I so feel for you. As mothers - or fathers - we often feel terrible guilt when our children are ill, take drugs or have mental health problems. The intense pain we feel adds to an already overwhelmed and tired mind. You have done your best and will continue to do so and her drug problem is not your fault. My daughter, who has a rare disability, started self-harming/attempting suicide aged 13 and that was a terrible shock for us and I had a dreadful sense of guilt and failure I am still battling with. We feel that as mothers we 'ought' to be able to protect our children and prevent harm coming to them but the world doesn't work that way, and our children make their own decisions which are sometimes not the best ones for them. There is usually little we can do except watch helplessly on the sidelines, offering support and love where we can so they know they aren't alone. That is all you can do, hun - remind her how much you love her and will always be there for her whatever happens, and try to look after yourself and your own wellbeing. You need to learn compassion for yourself especially if others aren't showing any to you (and why they aren't is a mystery but you can't do much about that either!)

Pain and anxiety are the flipside of being a parent and probably a human being but some of us suffer worse than others with anxiety. You are here because you do, and I think that anxious people are frequently far more sensitive to others and to their own emotions than others are. It's a gift AND a curse we have to learn to live with, I guess!

I do hope the tests your daughter has are reassuring. Just keep on being the best you can be, for yourself and your daughter. You're both worth it!

x

Hi, Firstly, no you are not a bad mother! It sounds like you feel responsible for your daughter's ill health because you feel you were responsible for her turning to drugs and yet it is so obvious from what you write that you love your daughter. It is very sad that she felt a need to turn to drugs in the first place and sad that drug use has damaged her liver. I wonder what makes you feel that is all your fault, whether there are specific things you think you did or failed to do that caused her to turn to drugs. It does sound as though you doubt whether love is enough. You've clearly given your daughter all the love you can and that's all any of us can do. I wonder whether you do also feel that you don't have enough love inside you to make her better? Of course you can't make her liver better, all you can do is to go on caring and allowing her to use your care as best she can.

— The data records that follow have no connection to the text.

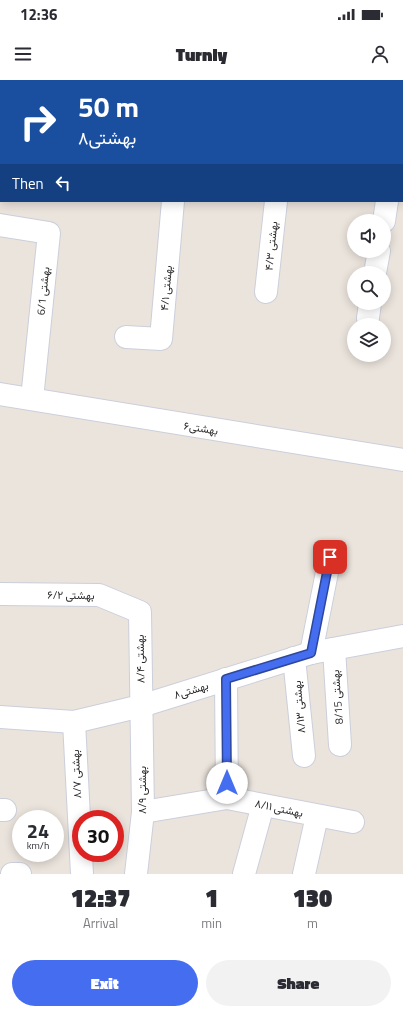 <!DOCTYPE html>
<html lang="en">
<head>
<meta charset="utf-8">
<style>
	:root { --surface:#fff; --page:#f2f2f3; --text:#2b2b33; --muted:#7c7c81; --accent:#456df0 }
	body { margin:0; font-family:"Titillium Web",Vazirmatn,sans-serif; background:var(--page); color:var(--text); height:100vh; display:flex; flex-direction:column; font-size:15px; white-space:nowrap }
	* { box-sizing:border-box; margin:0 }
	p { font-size:13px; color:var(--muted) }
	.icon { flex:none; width:22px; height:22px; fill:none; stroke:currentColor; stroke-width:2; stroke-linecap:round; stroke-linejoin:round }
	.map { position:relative; height:794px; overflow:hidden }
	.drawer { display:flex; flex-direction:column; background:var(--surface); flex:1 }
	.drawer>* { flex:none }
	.hud { position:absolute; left:0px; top:0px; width:403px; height:122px; box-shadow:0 2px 10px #0003; background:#1a4fa0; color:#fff; overflow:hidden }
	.buttons { position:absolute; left:347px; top:134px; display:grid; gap:8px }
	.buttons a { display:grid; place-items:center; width:44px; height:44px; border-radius:50%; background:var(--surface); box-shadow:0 2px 10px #0003; font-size:20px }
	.speed { position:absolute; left:12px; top:730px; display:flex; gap:8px; font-size:20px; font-weight:700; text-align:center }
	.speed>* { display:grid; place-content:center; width:52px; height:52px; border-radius:50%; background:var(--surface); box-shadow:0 2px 10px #0003; line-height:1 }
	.speed small { font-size:10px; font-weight:400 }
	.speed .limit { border:6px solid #d22; background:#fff; color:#111 }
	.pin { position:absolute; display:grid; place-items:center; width:34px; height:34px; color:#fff; margin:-17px; border-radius:8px; box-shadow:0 2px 6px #0006 }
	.me { position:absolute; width:44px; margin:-22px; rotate:0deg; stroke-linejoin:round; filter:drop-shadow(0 0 3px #0008) }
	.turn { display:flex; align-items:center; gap:14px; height:84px; padding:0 12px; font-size:18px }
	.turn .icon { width:52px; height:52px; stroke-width:2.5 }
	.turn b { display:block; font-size:28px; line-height:34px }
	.then { display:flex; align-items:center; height:38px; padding:0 12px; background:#0003; gap:8px; font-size:15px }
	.eta { display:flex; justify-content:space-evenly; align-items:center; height:68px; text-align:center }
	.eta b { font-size:24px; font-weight:800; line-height:28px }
	.button { display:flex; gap:8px; margin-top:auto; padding:8px 12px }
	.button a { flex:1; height:46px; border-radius:24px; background:var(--accent); color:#fff; font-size:16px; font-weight:800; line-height:46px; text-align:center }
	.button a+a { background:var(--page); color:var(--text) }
	.status { display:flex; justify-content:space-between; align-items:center; height:28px; padding:0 20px; background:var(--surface); direction:ltr }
	.status svg { height:11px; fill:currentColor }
	header { display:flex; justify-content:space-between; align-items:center; height:52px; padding:0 12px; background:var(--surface); font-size:18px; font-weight:800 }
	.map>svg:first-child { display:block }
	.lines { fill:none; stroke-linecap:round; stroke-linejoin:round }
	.minor-casing { stroke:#cbcfdb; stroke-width:24 }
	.major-casing { stroke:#c3c3c3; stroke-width:24 }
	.minor { stroke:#fff; stroke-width:22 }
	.major { stroke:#e9c364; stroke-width:22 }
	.route-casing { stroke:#2d479c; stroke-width:10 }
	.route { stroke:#456df0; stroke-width:7 }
	.labels { text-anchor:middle; stroke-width:4; stroke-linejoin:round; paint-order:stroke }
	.street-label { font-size:11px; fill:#2a2a2a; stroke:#fff }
</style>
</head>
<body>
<div class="status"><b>12:36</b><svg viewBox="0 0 49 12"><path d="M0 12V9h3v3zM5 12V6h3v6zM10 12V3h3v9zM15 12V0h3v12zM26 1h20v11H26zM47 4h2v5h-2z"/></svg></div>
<header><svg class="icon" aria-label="menu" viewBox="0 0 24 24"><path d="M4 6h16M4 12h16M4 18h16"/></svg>Turnly<svg class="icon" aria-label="person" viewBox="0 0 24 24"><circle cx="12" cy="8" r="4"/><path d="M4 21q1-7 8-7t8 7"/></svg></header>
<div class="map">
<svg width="403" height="794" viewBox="0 0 403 794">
	<rect width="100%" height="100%" fill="#ebe4dd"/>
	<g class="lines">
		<g class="minor-casing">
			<g id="minor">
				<path d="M146 1V0"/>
				<path d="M272 1V0"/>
				<path d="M354 1V0"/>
				<path d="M402 80H403"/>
				<path d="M384 141 387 121"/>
				<path d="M0 145 49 153 32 319"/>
				<path d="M375 193 379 171"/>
				<path d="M266 212 276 121"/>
				<path d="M368 238 370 223"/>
				<path d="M126 257 161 259 173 121"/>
				<path d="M0 314 403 380"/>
				<path d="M0 514 99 515 140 532 143 732 136 794"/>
				<path d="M334 569 340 665"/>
				<path d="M311 573 330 477"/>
				<path d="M294 578 304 676"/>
				<path d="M226 599 227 718 353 742"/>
				<path d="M0 637 74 642 141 626 311 573 403 556"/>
				<path d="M74 642 82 794"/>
				<path d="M0 730H5"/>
				<path d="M143 732 227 718"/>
				<path d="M12 794H20"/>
				<path d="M244 794 263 725"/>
				<path d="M304 794 317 736"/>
			</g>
		</g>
		<g class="major-casing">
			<g id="major">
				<path d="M24 1 25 0"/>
				<path d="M0 52 1 50"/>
			</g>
		</g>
		<use href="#minor" class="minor"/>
		<use href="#major" class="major"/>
	</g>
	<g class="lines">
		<g class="route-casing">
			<path id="route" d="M227 703 226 599 311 573 330 477"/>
		</g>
		<use href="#route" class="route"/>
	</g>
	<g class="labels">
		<g class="street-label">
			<text transform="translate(271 166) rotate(-84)" y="4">بهشتی ۴/۳</text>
			<text transform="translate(166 208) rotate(-85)" y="4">بهشتی ۴/۱</text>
			<text transform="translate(43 211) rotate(-84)" y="4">بهشتی 6/1</text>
			<text transform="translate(201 348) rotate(9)" y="4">بهشتی۶</text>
			<text transform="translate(71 515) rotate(1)" y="4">بهشتی ۶/۲</text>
			<text transform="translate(140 579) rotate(-91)" y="4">بهشتی ۸/۴</text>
			<text transform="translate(191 610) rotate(-17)" y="4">بهشتی۸</text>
			<text transform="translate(337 617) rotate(-94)" y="4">بهشتی 8/15</text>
			<text transform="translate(299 627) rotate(-95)" y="4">بهشتی ۸/۱۳</text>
			<text transform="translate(76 694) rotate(-93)" y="4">بهشتی ۸/۷</text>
			<text transform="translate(142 710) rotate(-90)" y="4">بهشتی ۸/۹</text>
			<text transform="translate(279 728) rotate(12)" y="4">بهشتی ۸/۱۱</text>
		</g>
	</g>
</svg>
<div class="buttons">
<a><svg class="icon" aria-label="sound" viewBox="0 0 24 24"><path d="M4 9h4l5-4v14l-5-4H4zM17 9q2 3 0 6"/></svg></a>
<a><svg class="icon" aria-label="search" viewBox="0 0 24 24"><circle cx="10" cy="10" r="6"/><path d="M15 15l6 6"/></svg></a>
<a><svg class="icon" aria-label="layers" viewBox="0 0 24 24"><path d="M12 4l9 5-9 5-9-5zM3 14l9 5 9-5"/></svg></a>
</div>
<div class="speed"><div>24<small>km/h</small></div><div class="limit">30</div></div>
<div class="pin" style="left:330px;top:477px;background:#d93025"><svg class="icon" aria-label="arrive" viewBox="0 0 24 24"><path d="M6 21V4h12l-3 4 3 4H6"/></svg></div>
<svg class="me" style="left:227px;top:703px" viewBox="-20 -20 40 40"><circle r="19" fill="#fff"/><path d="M0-13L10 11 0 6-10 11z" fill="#456df0"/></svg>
<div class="hud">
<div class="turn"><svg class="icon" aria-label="right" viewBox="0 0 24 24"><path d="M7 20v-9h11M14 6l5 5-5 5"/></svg><div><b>50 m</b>بهشتی۸</div></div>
<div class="then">Then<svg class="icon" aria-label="left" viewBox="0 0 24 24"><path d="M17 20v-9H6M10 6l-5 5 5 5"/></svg></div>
</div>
</div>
<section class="drawer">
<div class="eta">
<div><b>12:37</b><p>Arrival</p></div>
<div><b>1</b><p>min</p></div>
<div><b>130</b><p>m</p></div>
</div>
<div class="button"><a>Exit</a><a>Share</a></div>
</section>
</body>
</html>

I think it's mean of half your siblings not to talk to you because of your anxiety! I wonder if there are other reasons, if maybe they resent you in some other way, perhaps things go back to childhood. Perhaps they blamed your for things earlier in life, or maybe they envied you in some way. I don't know why they're being so unsupportive of you, but whatever the reason you don't deserve they attitude. I wonde whether you have you told them how you feel about their lack of support?

Suex

Hi mimisings. Relatives, friends and siblings behave the way they do because they do not understand. To see you in a state and not be able to do anything frightens them and leaves them wanting to avoid a difficult situation. People in general shy away from any hint of "mental illness" although they will go to great lengths to describe physical ones. Look at what secondhandrose is saying on her blog and see if you can find any other reason for the way your relatives are behaving. Talk to them and ask why you are not being supported. We cannot all be perfect parents; in fact there is no such thing. Do not get yourself in a state believing this. Take it day by day. I do hope you have better news about your daughter. I send you my blessings. jonathan.